Friday Five: the week's top news
- Albert Roux has died at the age of 85 having been unwell ‘for a while’. Roux is credited, along with his late brother Michel, with starting London’s culinary revolution with the opening of Le Gavroche in 1967. His son, Michel Roux Jr, said his father’s sheer love of life and passion for making people happy through his food would be greatly missed. He said: “He was a mentor for so many people in the hospitality industry, and a real inspiration to budding chefs, including me.” In the wake of Albert's death the restaurant industry came together to pay tribute to the hugely influential chef restaurateur, describing him as 'a true titan' of the UK food scene.

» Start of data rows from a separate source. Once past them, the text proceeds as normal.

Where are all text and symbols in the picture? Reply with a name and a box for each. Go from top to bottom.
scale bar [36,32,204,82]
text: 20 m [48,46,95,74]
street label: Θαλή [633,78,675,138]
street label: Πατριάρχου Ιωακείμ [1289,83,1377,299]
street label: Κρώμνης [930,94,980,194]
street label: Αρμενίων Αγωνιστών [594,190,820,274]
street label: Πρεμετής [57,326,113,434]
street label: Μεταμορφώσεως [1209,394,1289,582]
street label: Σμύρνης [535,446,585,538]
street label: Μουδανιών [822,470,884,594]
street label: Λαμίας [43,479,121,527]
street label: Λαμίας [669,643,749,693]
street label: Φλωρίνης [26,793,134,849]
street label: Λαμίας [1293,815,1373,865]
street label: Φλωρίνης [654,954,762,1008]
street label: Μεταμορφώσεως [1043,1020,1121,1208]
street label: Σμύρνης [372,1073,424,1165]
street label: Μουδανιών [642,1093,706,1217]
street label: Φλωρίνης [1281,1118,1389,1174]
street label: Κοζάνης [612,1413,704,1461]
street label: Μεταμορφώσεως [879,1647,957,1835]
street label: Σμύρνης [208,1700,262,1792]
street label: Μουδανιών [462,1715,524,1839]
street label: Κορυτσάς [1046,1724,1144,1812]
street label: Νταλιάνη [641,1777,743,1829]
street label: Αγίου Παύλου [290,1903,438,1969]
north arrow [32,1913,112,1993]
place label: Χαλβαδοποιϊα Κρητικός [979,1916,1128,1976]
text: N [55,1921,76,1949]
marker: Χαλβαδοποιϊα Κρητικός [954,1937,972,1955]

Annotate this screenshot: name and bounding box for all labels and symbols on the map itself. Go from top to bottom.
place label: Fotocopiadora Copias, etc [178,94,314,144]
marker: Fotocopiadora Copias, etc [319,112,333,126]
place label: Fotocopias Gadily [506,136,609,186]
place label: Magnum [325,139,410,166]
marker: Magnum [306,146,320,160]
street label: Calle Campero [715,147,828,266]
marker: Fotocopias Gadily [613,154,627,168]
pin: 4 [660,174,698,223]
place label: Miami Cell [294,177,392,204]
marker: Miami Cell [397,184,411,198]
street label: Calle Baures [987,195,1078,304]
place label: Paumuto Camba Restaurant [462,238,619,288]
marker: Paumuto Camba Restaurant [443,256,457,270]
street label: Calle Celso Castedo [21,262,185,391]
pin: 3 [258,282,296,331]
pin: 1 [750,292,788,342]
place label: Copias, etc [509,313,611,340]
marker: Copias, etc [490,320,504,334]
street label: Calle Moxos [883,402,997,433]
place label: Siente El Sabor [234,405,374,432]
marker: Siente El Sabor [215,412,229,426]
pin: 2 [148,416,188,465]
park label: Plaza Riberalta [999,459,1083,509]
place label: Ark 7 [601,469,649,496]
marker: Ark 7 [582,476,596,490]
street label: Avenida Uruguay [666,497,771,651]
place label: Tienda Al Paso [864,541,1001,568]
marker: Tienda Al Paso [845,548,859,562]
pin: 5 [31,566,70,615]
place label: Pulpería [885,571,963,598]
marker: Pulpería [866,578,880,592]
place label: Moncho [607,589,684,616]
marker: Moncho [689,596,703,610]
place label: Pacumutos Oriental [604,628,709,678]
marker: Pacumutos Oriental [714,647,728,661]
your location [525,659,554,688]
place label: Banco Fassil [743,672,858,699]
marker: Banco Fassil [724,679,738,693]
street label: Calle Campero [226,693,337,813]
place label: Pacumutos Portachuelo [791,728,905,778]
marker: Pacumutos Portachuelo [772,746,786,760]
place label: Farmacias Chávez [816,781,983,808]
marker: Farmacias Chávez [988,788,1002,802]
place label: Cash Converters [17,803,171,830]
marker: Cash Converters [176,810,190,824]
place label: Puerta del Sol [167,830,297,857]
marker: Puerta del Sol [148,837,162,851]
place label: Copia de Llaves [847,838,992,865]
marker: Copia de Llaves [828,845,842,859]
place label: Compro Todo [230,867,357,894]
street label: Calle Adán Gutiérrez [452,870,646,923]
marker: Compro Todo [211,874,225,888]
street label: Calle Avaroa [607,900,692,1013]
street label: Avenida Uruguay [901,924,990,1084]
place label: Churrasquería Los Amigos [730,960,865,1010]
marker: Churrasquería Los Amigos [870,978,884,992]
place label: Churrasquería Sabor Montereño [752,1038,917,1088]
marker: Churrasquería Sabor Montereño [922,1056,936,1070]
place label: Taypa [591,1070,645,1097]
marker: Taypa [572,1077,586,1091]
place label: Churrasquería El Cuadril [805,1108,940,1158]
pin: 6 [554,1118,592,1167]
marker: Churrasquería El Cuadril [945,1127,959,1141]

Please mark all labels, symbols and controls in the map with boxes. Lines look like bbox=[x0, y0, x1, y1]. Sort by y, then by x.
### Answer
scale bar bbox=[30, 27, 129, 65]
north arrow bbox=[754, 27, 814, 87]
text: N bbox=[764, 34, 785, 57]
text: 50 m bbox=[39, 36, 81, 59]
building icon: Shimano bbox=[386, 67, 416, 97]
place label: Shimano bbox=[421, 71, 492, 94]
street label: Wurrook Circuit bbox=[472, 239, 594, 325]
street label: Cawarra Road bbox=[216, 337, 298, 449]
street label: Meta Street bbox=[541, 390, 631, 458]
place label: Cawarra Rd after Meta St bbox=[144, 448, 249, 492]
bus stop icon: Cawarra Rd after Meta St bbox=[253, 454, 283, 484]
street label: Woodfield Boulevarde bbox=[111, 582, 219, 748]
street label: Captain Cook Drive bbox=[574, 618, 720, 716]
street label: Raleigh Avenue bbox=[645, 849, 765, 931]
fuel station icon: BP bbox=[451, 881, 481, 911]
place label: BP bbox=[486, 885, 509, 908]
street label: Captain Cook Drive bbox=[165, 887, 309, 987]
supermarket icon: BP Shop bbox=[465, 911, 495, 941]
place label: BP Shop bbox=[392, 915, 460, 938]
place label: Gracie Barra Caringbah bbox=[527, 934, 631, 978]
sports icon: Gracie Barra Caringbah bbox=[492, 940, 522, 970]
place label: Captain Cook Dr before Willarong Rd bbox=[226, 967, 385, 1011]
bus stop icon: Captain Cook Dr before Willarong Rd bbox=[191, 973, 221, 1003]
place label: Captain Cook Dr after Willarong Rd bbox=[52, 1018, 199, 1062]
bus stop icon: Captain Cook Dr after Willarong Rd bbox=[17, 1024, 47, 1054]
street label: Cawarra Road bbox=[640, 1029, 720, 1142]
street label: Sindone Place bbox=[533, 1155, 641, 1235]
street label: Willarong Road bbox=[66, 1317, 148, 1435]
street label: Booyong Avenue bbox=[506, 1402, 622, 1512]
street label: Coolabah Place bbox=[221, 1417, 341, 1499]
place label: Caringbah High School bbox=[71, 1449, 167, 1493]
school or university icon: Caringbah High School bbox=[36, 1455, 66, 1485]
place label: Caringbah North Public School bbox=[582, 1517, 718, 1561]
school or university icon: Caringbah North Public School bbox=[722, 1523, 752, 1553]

- Hospitality venues across England have once again been banned from selling takeaway alcoholic drinks under new national lockdown measures. Prime Minister Boris Johnson announced the restrictions earlier this week, warning that the weeks ahead 'will be the hardest yet' as he once again told people they must stay at home. The lockdown will last for at least seven weeks and be reviewed during the February half term. Hospitality venues will be able to provide food and non-alcoholic drinks for takeaway, click-and-collect and drivethru, subject to a 11pm curfew. All food and drink, including alcohol, can continue to be provided by delivery. The Campaign for Real Ale (CAMRA) has warned that banning hospitality businesses in England from selling takeaway alcoholic drinks during the third national lockdown will be 'a death knell' for many.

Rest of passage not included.